Yargı bağımsızlığını sağlamadan, yargı tarafsızlığını sağlamadan yargıdaki sorunlar çözülmez. Savcıların iktidarın değil, cumhuriyetin savcısı olması lazım. AKP iktidarının savcısı olmamaları gerekir. Bu ülkede, AB'de hangi kurallar geçerliyse aynı kuralların geçerli olması gerekir. Maalesef şu anda yargı baskı altında, savcılar sadece iktidarın isteklerini yerine getiriyorlar, onların taleplerini yerine getiriyorlar. Bu çok tehlikeli bir şey. Sulh cezaların mutlaka kalkması lazım. DGM'lerden bıktık zaten. Adını değiştiriyorlar; sulh cezalar.
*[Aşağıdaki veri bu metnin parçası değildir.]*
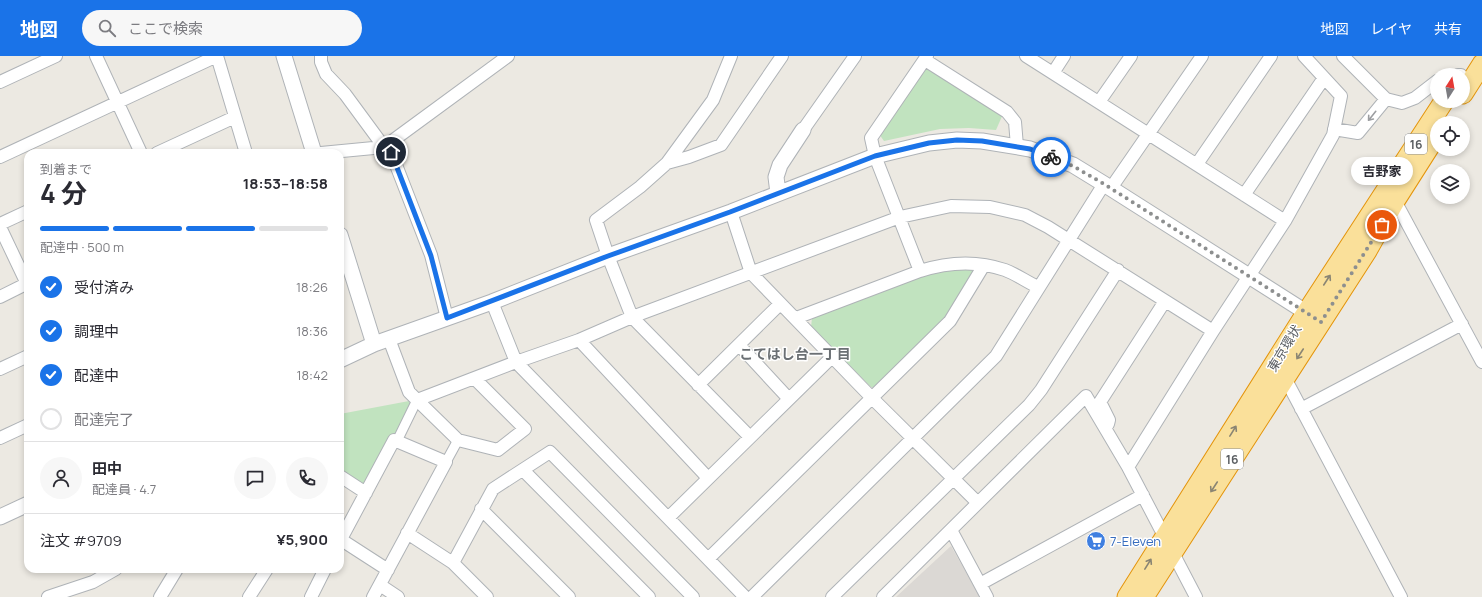 <!DOCTYPE html>
<html lang="ja">
<meta charset="utf-8">
<style>
:root{--surface:#fff;--page:#f7f7f7;--text:#2b2b33;--muted:#7c7c81;--line:#e1e1e2;--accent:#1a73e8}
body{margin:0;font-family:Manrope,"Noto Sans JP",sans-serif;background:var(--page);color:var(--text);height:100vh;display:flex;flex-direction:column;font-size:15px;white-space:nowrap}
*{box-sizing:border-box;margin:0}
p{font-size:13px;color:var(--muted)}
.icon{flex:none;width:22px;height:22px;fill:none;stroke:currentColor;stroke-width:2;stroke-linecap:round;stroke-linejoin:round}
.map{position:relative;flex:1;overflow:hidden}
.details{position:absolute;left:24px;top:93px;width:320px;height:424px;display:flex;flex-direction:column;background:var(--surface);border-radius:12px;box-shadow:0 2px 6px #0003}
.details>*{flex:none}
.needle{width:26px;rotate:11deg}
.buttons{position:absolute;left:1430px;top:12px;display:grid;gap:8px}
.buttons a{display:grid;place-items:center;width:40px;height:40px;border-radius:50%;background:var(--surface);box-shadow:0 2px 6px #0003;font-size:20px}
.pin{position:absolute;display:grid;place-items:center;width:34px;height:34px;color:#fff;margin:-17px;border:2px solid #fff;border-radius:50%;box-shadow:0 1px 4px #0007}
.courier{position:absolute;display:grid;place-items:center;width:40px;height:40px;margin:-20px;border:3px solid #1a73e8;border-radius:50%;background:#fff;color:#222;box-shadow:0 1px 5px #0007}
.bubble{position:absolute;height:28px;border-radius:14px;background:var(--surface);box-shadow:0 2px 6px #0003;font-size:13px;font-weight:700;line-height:28px;text-align:center}
.head em{font-style:normal;font-weight:700}
.head div{display:flex;flex-direction:column-reverse}
.head{display:flex;align-items:center;justify-content:space-between;height:68px;padding:0 16px}
h1{font-size:26px;font-weight:700;line-height:30px}
.bar{display:grid;grid-template-columns:repeat(4,1fr);gap:6px 4px;align-content:center;height:48px;padding:0 16px}
.bar i{height:5px;border-radius:3px;background:var(--line)}
.bar .selected{background:var(--accent)}
.bar p{grid-column:span 4}
.line{display:flex;align-items:center;gap:10px;padding:0 16px;border-top:1px solid var(--line)}
.line div{flex:1}
.round{display:grid;place-items:center;flex:none;width:42px;height:42px;border-radius:21px;background:var(--page)}
ol{padding:0 16px;list-style:none}
li{display:flex;align-items:center;gap:12px;height:44px}
li p{margin-inline-start:auto}
li .icon{padding:4px;border-radius:50%;background:var(--accent);color:#fff;stroke-width:4}
li:last-child{color:var(--muted)}
li i{width:22px;height:22px;border:2px solid var(--line);border-radius:50%}
header{display:flex;align-items:center;gap:24px;box-sizing:border-box;height:56px;padding:0 20px;background:var(--accent);color:#fff}
header strong{font-size:19px}
nav{display:flex;gap:22px;margin-inline-start:auto;font-size:14px}
.search{width:280px;height:36px;background:var(--page);display:flex;align-items:center;gap:10px;box-sizing:border-box;padding:0 14px;border-radius:22px;color:var(--muted);font-size:15px}
.map>svg:first-child{display:block}
.industrial{fill:#dbd8d4}
.green{fill:#c1e3bf}
.lines{fill:none;stroke-linecap:round;stroke-linejoin:round}
.pedestrian-casing{stroke:#afb3b7;stroke-width:11}
.minor-casing{stroke:#afb3b7;stroke-width:14}
.tertiary-casing{stroke:#afb3b7;stroke-width:17}
.trunk-casing{stroke:#e4940a;stroke-width:21}
.pedestrian{stroke:#fff;stroke-width:9}
.minor{stroke:#fff;stroke-width:12}
.tertiary{stroke:#fff;stroke-width:15}
.trunk{stroke:#fae09a;stroke-width:19}
.oneway{stroke:#9c9ea1}
.oneway2{stroke:#8a8573}
.done{stroke:#8d8f8f;stroke-width:4;stroke-dasharray:0 7.2}
.route{stroke:#1a73e8;stroke-width:5}
.labels{text-anchor:middle;dominant-baseline:central;stroke-width:3;stroke-linejoin:round;paint-order:stroke}
.shield{fill:#fff;stroke:#8c8e91;stroke-width:1}
.shield-label{font-size:12px;font-weight:bold;fill:#5a5e62}
.street-label{font-size:13px;fill:#5a5e62;stroke:#fff}
.shop-label{font-size:13px;fill:#366cbe;stroke:#fff;text-anchor:start}
.neighbourhood-label{font-size:14px;font-weight:bold;fill:#6b7074;stroke:#fff}
</style>
<header>
<strong>地図</strong>
<div class="search"><svg class="icon" aria-label="search" viewBox="0 0 24 24"><circle cx="10" cy="10" r="6"/><path d="M15 15l6 6"/></svg>ここで検索</div>
<nav><a>地図</a><a>レイヤ</a><a>共有</a></nav>
</header>
<div class="map">
<svg width="1482" height="541" viewBox="0 0 1482 541">
<rect width="100%" height="100%" fill="#ece9e2"/>
<path class="industrial" d="M951,490L980,541H896Z"/>
<path class="green" d="M931,11L1003,58L996,74L969,72L940,73L884,85L879,78L924,12Z
M973,212L976,217L945,265L879,332L871,331L811,271L812,262L930,217L952,213Z
M409,345L411,350L365,429H359L340,417V358Z"/>
<g class="lines">
<g class="pedestrian-casing">
<path id="pedestrian" d="M397,385L417,344
M446,406L458,384"/>
</g>
<g class="minor-casing">
<path id="minor" d="M96,0L141,97
M217,0L246,97
M321,0V6L326,18L345,38L384,91L391,96L431,199L447,262
M731,0L713,44L667,107L640,131L596,164L608,200L632,261L750,381
M1026,0L1285,165
M1343,0L1386,43L1402,47L1415,42L1437,25
M925,4L1007,56L1015,66L1017,90
M1053,17L1064,0
M1458,19H1461
M0,26L56,0
M1099,46L1131,0
M1334,73L1358,77L1386,43
M803,74L855,0
M157,97L235,61
M321,97L384,91L508,0
M0,101L217,0
M667,107L689,101L721,89L782,0
M1197,108L1271,0
M1111,132L1202,0
M1244,139L1324,22
M1393,141L1482,306
M731,156L751,217L872,342L978,447
M0,168L28,155
M0,171L28,230
M920,215L875,100L871,82L927,0
M0,241L28,227
M492,246L516,306L745,541
M796,262L920,215C948,206 976,204 1005,214C1016,218 1027,226 1038,231
M389,283L409,336L417,344L458,384L498,394L525,373L475,323
M579,284L708,422
M739,289L789,343
M0,313L28,300
M1285,322L1401,541
M698,329L780,248
M417,344L516,306L579,284L632,261L900,161L951,150L990,151L1025,159L1048,171L1213,275
M1301,353L1462,268
M1108,368L1109,364L1100,346L1165,245
M0,382L28,369
M1128,411L1213,275L1285,165L1333,79L1341,40L1304,0
M523,414L649,541
M340,420L366,437
M481,453L569,541
M668,462L833,300
M951,474L987,541
M407,477L453,507L487,541
M340,483L388,514
M340,485L394,384L446,406L373,541
M708,503L950,265L984,209
M453,507L493,433L550,396L693,541
M980,528L1143,439
M380,529L398,541
M48,541L93,526L116,513
M160,541L177,513
M249,541L267,513
M311,541L325,513
M752,541L996,300L1104,128
M832,541L1029,349L1041,334L1118,214
M883,541L1086,340L1128,411L1196,541"/>
</g>
<g class="tertiary-casing">
<path id="tertiary" d="M284,0L314,97
M778,137L776,121L780,109L803,74
M340,179L374,288
M340,304L374,288L492,246L608,200L731,156L875,100L929,87L957,84L982,85L1030,93L1073,109L1104,128L1315,262
M0,461L28,448"/>
</g>
<g class="trunk-casing">
<path id="trunk" d="M1463,38L1482,8
M1127,541L1306,257L1444,45
M1144,541L1367,195L1395,145L1437,79"/>
</g>
<use href="#pedestrian" class="pedestrian"/>
<use href="#minor" class="minor"/>
<use href="#tertiary" class="tertiary"/>
<use href="#trunk" class="trunk"/>
</g>
<defs><path id="oneway-shaft" d="M-6 0H5M1.5-3L5.5 0L1.5 3" fill="none" stroke-width="1.6" stroke-linecap="round" stroke-linejoin="round"/></defs>
<use class="oneway" href="#oneway-shaft" transform="translate(1372 60) rotate(129)"/>
<g class="oneway2">
<use href="#oneway-shaft" transform="translate(1327 224) rotate(-57)"/>
<use href="#oneway-shaft" transform="translate(1300 298) rotate(123)"/>
<use href="#oneway-shaft" transform="translate(1233 375) rotate(-58)"/>
<use href="#oneway-shaft" transform="translate(1214 431) rotate(123)"/>
<use href="#oneway-shaft" transform="translate(1148 508) rotate(-58)"/>
</g>
<g class="lines">
<path class="done" d="M1051,101L1073,110L1104,128L1321,266L1382,169"/>
<path class="route" d="M391,96L431,200L447,262L608,200L730,156L875,100L929,87L957,84L982,85L1030,93L1051,101"/>
</g>
<defs>
<g id="supermarket-disc" transform="scale(1)"><circle r="9.5" fill="#3f7fe0" stroke="#fff"/><path d="M-6-5.5h2.5l.6 2H6L4.5 2H-2.5L-4.4-4H-6ZM-1.5 3.2a1.3 1.3 0 1 0 .1 0ZM3 3.2a1.3 1.3 0 1 0 .1 0Z" fill="#fff"/></g>
</defs>
<g fill-rule="evenodd">
<use href="#supermarket-disc" x="1096" y="485"/>
</g>
<g class="labels">
<g class="shield">
<rect x="1405" y="78" width="22" height="20" rx="3"/>
<rect x="1221" y="393" width="22" height="20" rx="3"/>
</g>
<g class="shield-label">
<text x="1416" y="88">16</text>
<text x="1232" y="403">16</text>
</g>
<g class="street-label">
<text transform="translate(1284 292) rotate(-59)">東京環状</text>
</g>
<g class="shop-label">
<text x="1110" y="485">7-Eleven</text>
</g>
<g class="neighbourhood-label">
<text x="795" y="297">こてはし台一丁目</text>
</g>
</g>
</svg>
<div class="buttons">
<a><svg class="needle" viewBox="-14 -14 28 28"><path d="M0-13l5 13h-10z" fill="#e53935"/><path d="M0 13l5-13h-10z" fill="#7c7c81"/></svg></a>
<a><svg class="icon" aria-label="locate" viewBox="0 0 24 24"><circle cx="12" cy="12" r="6"/><path d="M12 2v4M12 18v4M2 12h4M18 12h4"/></svg></a>
<a><svg class="icon" aria-label="layers" viewBox="0 0 24 24"><path d="M12 4l9 5-9 5-9-5zM3 14l9 5 9-5"/></svg></a>
</div>
<div class="pin" style="left:1382px;top:169px;background:#ea580c"><svg class="icon" aria-label="bag" viewBox="0 0 24 24"><path d="M5 8h14l-1 12H6zM9 8a3 3 0 0 1 6 0"/></svg></div>
<div class="pin" style="left:391px;top:96px;background:#1f2937"><svg class="icon" aria-label="home" viewBox="0 0 24 24"><path d="M3 11l9-7 9 7M6 9v11h12V9"/></svg></div>
<div class="courier" style="left:1051px;top:101px"><svg class="icon" aria-label="bike" viewBox="0 0 24 24"><circle cx="6" cy="16" r="4"/><circle cx="18" cy="16" r="4"/><path d="M6 16l4-8h5l3 8M10 8l3 8H6M13 5h3"/></svg></div>
<div class="bubble" style="left:1351px;top:101px;width:62px">吉野家</div>
<section class="details">
<div class="head"><div><h1>4 分</h1><p>到着まで</p></div><em>18:53–18:58</em></div>
<div class="bar"><i class="selected"></i><i class="selected"></i><i class="selected"></i><i></i><p>配達中 · 500 m</p></div>
<ol>
<li><svg class="icon" aria-label="check" viewBox="0 0 24 24"><path d="M5 12l5 5 9-10"/></svg>受付済み<p>18:26</p></li>
<li><svg class="icon" aria-label="check" viewBox="0 0 24 24"><path d="M5 12l5 5 9-10"/></svg>調理中<p>18:36</p></li>
<li><svg class="icon" aria-label="check" viewBox="0 0 24 24"><path d="M5 12l5 5 9-10"/></svg>配達中<p>18:42</p></li>
<li><i></i>配達完了</li>
</ol>
<div class="line" style="height:72px"><a class="round"><svg class="icon" aria-label="person" viewBox="0 0 24 24"><circle cx="12" cy="8" r="4"/><path d="M4 21q1-7 8-7t8 7"/></svg></a><div><b>田中</b><p>配達員 · 4.7</p></div><a class="round"><svg class="icon" aria-label="chat" viewBox="0 0 24 24"><path d="M4 5h16v11H9l-5 4z"/></svg></a><a class="round"><svg class="icon" aria-label="phone" viewBox="0 0 24 24"><path d="M5 4h4l2 5-3 2q2 4 5 5l2-3 5 2v4C11 20 4 13 5 4z"/></svg></a></div>
<div class="line" style="height:52px"><div>注文 #9709</div><b>¥5,900</b></div>
</section>
</div>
“Valisi, kaymakamı, emniyet müdürü ve tüm kamu görevlileri yasalara uymak zorundalar. Siyasi otorite kendilerine yasa dışı talimat verse dahi, o talimatın yasa dışı olduğunu bir yazıyla onlara bildirmek zorundalar. Devlet Memurları Kanunu bunu öngörüyor. Uzun yıllar kamuda çalıştım. Maalesef yasalar uygulanmadığı için ülkede valiler, kaymakamlar, emniyet müdürleri de yasa dışı talimatları hükümetin talimatları olarak aynen uyguluyor. Bu, onlar için gelecekte önlerine birer dosyanın konmasına yol açar. Kesinlikle hesabı sorulur bunların.”
Medyaya baskı çok ileri düzeylere taşındı. Muhalif kanalların uydudan düşürülmesi bile gündeme geldi. RTÜK, bu konuda Digiturk'e bir yazı gönderdi. Normalde bu yazının gereğinin yapılması lazım ama yapılmıyor. RTÜK, yasal yetkisi varsa ‘Dijital platformdan arkadaş ben seni çıkarıyorum ya da ruhsatını iptal ediyorum' demeli. RTÜK'teki arkadaşlarımı arayıp konuşacağım. Hukukçularla konuşsunlar, eğer öyle bir yetki varsa gereği yapılmalı. Yaptırım uygulaması gerekir. Biz, CHP'den giden arkadaşlara gerekli uyarıyı yaparız. Zaten savcılık yazısında ‘bunları çıkarın' diye bir ifade yok. Kraldan çok kralcı olmuş bunlar.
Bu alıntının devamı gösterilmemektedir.